What is interesting is how Donut Lab is going about this. It could have responded to the [fraud accusations](https://www.sovereignmagazine.com/article/the-battery-industry-called-donut-lab-a-fraud-then-announced-its-own-solid-state-plans) by submitting everything for testing at once. Instead it handed cells to VTT (one of the most respected research institutions in Europe, with over 80 years of applied science work for the Finnish government and private sector) and let them publish whatever they found, starting with arguably its strongest selling point.

You do not do that unless you know what the results are going to say. CEO Marko Lehtimäki [confirmed as much](https://www.electrive.com/2026/02/23/donut-lab-presents-first-data-on-controversial-solid-state-battery/) to Electrive: ‘if we presented full validation immediately, controversy would shift to scalability questions.’ The company has even launched a dedicated site ([idonutbelieve.com](https://idonutbelieve.com/)) to publish VTT results as they arrive. Rather than flinch at the backlash, Donut Lab has turned it into a marketing campaign.

Five claims remain unverified and will arrive on Donut Lab’s schedule, not its detractors’.

## Five more to go

None of this is settled, obviously. Energy density, cycle life, temperature range, material sourcing and cost all still need independent verification, and Lehtimäki has said more VTT reports are coming in 6 days as of publishing. Two months ago the question was whether Donut Lab had anything real at all. After today, it is whether the rest holds up.

## Further Context

**Q: Why do not EVs use solid-state batteries?**
Solid-state batteries replace the liquid electrolyte in conventional lithium-ion cells with a solid material, which in theory allows higher energy density, faster charging and better safety. The reason they are not in vehicles yet is manufacturing. Solid electrolytes are brittle and crack under the expansion and contraction that occurs during charge cycles, which limits how many times a cell can be recharged before it degrades. Every major battery manufacturer (Toyota, Samsung SDI, CATL, QuantumScape) has a solid-state programme, but none has achieved mass production. Most are targeting 2027–2030 for limited commercial output.

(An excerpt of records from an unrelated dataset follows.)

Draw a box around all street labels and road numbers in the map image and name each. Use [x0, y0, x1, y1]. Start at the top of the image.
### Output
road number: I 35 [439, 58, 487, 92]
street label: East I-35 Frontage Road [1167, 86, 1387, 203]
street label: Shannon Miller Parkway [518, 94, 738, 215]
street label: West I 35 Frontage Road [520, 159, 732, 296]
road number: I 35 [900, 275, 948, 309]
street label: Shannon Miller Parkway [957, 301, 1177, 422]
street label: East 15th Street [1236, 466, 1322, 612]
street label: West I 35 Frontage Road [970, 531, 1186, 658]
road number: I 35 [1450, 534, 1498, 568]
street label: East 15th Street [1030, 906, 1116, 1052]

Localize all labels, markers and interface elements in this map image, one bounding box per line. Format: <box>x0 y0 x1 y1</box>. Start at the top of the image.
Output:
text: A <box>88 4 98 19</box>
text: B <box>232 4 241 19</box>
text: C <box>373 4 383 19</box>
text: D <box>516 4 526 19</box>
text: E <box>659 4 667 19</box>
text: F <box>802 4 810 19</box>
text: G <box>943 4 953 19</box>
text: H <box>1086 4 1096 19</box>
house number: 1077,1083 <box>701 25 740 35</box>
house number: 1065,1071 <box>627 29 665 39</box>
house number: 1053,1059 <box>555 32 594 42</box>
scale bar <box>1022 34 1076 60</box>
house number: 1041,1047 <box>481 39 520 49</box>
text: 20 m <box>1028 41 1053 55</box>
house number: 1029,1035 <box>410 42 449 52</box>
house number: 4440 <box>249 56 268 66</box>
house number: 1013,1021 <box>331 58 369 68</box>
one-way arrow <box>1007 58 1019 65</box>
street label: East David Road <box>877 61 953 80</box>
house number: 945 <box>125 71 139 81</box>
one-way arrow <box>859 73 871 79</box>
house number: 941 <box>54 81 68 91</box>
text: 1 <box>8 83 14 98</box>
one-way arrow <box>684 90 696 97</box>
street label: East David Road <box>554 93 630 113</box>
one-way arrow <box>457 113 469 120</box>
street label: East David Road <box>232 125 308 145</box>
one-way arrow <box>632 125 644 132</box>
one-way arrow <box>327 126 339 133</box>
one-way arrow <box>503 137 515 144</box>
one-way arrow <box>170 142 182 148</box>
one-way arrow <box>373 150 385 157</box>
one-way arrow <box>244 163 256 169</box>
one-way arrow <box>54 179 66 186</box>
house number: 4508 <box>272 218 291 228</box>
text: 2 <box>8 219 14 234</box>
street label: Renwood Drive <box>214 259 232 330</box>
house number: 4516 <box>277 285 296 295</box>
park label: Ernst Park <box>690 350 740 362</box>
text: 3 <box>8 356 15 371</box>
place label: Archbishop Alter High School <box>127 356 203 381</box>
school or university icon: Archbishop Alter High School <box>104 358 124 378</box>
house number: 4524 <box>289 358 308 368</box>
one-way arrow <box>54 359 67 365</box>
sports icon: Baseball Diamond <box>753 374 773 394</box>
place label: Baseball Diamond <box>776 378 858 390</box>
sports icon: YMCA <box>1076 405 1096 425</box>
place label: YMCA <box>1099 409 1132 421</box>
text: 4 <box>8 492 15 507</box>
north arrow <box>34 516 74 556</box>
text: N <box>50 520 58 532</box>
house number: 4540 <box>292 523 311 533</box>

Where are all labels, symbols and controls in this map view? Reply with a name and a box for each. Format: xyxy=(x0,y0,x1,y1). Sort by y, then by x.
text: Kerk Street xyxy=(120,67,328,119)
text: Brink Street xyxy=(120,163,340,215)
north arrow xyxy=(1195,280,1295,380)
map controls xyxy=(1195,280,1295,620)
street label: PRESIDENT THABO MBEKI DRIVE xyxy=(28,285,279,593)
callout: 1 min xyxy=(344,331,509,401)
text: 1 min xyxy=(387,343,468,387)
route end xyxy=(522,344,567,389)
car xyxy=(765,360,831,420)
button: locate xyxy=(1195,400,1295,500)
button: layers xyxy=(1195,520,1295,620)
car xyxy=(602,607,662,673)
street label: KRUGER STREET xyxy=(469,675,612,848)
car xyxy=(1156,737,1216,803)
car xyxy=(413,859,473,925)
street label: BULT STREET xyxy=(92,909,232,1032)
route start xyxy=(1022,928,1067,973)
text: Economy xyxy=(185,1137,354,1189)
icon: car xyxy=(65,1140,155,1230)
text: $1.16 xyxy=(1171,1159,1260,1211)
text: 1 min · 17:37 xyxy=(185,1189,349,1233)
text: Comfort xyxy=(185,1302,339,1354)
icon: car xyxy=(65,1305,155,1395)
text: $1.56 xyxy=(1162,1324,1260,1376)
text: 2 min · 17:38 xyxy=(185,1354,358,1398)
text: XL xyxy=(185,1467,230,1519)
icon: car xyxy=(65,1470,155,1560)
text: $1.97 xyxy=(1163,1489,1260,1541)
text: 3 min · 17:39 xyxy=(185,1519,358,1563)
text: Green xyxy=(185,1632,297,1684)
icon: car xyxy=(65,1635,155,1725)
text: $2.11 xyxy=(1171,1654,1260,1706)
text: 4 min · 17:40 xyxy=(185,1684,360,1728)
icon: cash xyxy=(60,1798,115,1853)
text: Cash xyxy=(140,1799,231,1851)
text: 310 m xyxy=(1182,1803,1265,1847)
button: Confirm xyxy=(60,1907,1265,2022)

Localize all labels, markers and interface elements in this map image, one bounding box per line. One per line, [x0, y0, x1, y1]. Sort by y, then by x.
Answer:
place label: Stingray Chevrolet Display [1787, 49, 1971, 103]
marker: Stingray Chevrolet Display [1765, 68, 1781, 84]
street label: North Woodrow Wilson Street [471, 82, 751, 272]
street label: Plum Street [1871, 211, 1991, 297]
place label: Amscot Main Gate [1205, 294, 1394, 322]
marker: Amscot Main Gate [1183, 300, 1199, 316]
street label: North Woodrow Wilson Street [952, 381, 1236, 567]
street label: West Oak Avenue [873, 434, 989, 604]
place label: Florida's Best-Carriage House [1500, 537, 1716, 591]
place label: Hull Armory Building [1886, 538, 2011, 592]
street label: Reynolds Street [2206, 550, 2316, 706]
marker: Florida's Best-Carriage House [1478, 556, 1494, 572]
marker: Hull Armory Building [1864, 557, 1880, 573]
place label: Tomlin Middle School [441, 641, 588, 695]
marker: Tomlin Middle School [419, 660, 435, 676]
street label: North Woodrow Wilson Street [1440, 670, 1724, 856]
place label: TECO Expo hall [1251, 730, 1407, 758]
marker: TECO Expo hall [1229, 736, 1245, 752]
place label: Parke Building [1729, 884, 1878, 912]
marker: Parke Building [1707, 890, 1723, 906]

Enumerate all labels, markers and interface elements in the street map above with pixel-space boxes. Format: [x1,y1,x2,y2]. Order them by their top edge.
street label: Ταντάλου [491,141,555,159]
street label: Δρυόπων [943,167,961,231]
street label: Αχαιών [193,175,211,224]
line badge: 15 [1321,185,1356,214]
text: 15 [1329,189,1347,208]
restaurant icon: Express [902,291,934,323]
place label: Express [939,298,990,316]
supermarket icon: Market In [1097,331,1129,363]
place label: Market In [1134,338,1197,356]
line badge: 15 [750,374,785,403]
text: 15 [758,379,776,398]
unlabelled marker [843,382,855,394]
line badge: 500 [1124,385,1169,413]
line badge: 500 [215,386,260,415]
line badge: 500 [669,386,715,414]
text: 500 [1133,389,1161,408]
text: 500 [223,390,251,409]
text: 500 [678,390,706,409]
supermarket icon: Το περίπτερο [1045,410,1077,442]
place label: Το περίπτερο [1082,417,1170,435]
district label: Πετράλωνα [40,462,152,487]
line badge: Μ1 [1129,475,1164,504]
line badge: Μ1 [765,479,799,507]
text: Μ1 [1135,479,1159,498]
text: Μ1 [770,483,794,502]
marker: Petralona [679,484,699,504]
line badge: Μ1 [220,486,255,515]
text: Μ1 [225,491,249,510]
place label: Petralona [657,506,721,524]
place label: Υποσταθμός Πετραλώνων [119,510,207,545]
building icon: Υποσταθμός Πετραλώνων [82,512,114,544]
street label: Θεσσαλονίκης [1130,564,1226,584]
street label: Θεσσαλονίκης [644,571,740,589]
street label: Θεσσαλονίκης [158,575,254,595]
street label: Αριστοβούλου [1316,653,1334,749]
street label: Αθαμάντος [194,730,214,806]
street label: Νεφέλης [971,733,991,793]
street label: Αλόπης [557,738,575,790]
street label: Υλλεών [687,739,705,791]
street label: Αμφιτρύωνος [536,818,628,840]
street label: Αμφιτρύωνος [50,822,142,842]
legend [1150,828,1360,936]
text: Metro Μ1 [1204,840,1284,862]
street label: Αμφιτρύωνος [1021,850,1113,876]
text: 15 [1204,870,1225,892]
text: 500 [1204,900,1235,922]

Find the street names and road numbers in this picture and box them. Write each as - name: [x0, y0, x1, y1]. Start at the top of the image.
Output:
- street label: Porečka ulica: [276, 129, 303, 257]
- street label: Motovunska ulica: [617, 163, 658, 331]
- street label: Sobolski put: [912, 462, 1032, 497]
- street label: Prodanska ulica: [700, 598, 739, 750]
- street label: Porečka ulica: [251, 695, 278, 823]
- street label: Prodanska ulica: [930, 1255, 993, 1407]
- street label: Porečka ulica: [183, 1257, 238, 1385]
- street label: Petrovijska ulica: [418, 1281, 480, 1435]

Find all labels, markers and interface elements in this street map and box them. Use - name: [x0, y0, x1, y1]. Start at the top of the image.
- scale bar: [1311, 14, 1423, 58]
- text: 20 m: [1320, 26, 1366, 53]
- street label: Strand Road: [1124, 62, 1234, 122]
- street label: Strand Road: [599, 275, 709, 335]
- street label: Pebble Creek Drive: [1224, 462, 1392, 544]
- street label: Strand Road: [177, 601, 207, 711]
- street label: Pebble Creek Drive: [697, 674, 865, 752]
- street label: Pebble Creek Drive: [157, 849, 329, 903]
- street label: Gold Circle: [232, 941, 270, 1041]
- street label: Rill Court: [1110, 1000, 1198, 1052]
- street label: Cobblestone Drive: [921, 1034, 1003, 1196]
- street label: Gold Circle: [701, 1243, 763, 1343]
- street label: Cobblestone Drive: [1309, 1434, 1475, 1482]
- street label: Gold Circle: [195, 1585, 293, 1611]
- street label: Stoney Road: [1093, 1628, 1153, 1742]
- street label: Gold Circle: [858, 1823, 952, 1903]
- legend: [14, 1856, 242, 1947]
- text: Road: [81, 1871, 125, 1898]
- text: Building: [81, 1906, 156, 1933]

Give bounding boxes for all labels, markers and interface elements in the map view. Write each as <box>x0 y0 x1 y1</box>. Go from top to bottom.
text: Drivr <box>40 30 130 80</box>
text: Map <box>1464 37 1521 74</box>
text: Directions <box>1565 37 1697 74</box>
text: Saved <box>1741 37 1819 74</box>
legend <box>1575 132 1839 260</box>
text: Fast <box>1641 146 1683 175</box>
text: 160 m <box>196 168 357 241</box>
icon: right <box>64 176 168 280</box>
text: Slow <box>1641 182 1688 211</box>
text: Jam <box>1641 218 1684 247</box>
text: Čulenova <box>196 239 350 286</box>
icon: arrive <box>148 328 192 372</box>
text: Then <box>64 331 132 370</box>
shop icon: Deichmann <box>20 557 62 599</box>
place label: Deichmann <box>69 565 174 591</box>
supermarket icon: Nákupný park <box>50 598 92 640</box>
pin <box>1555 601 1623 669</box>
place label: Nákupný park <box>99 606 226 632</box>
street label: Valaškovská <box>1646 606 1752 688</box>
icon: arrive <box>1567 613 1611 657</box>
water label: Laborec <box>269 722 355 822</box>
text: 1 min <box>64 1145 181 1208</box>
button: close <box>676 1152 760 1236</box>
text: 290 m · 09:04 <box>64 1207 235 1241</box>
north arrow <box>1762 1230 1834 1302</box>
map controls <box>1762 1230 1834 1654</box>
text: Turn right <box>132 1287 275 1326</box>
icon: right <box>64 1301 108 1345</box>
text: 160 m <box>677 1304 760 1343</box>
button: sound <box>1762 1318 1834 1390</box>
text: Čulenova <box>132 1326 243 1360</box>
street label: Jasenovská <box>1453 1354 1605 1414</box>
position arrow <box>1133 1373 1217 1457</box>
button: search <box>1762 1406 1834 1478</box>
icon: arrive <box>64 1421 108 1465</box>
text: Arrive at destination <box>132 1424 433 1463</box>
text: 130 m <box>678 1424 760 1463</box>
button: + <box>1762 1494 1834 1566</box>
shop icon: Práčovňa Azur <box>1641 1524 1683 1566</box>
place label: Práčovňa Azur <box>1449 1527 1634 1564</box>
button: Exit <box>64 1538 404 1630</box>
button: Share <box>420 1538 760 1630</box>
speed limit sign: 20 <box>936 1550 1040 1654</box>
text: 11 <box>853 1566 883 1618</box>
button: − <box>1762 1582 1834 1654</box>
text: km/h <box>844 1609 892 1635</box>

**Q: What is VTT Technical Research Centre of Finland?**
VTT is Finland’s state-owned applied research organisation, founded in 1942. It is the largest research and technology institution in Finland and was ranked fourth in Europe by European Research Ranking for success in competitive research funding. VTT operates as a non-profit and receives roughly 70% of its income from commissioned research for private companies and public bodies. In 2024 it became the first non-American partner selected for a US Department of Energy ARPA-E programme, working alongside Lawrence Livermore National Laboratory on fusion energy research. Its involvement in testing Donut Lab’s cells carries weight precisely because of this institutional credibility.

**Q: What is a donut battery?**
The Donut Battery is a branded all-solid-state battery cell manufactured by Donut Lab, a Helsinki-based startup. The company claims it delivers 400 Wh/kg energy density, charges fully in five minutes, lasts 100,000 cycles and uses no geopolitically sensitive raw materials such as cobalt or nickel. Donut Lab says the cells are already in gigawatt-hour level production and are being installed in Verge Motorcycles electric vehicles, though deliveries have slipped from Q1 to at least April 2026. As of February 2026, only the fast charging specification has been independently verified.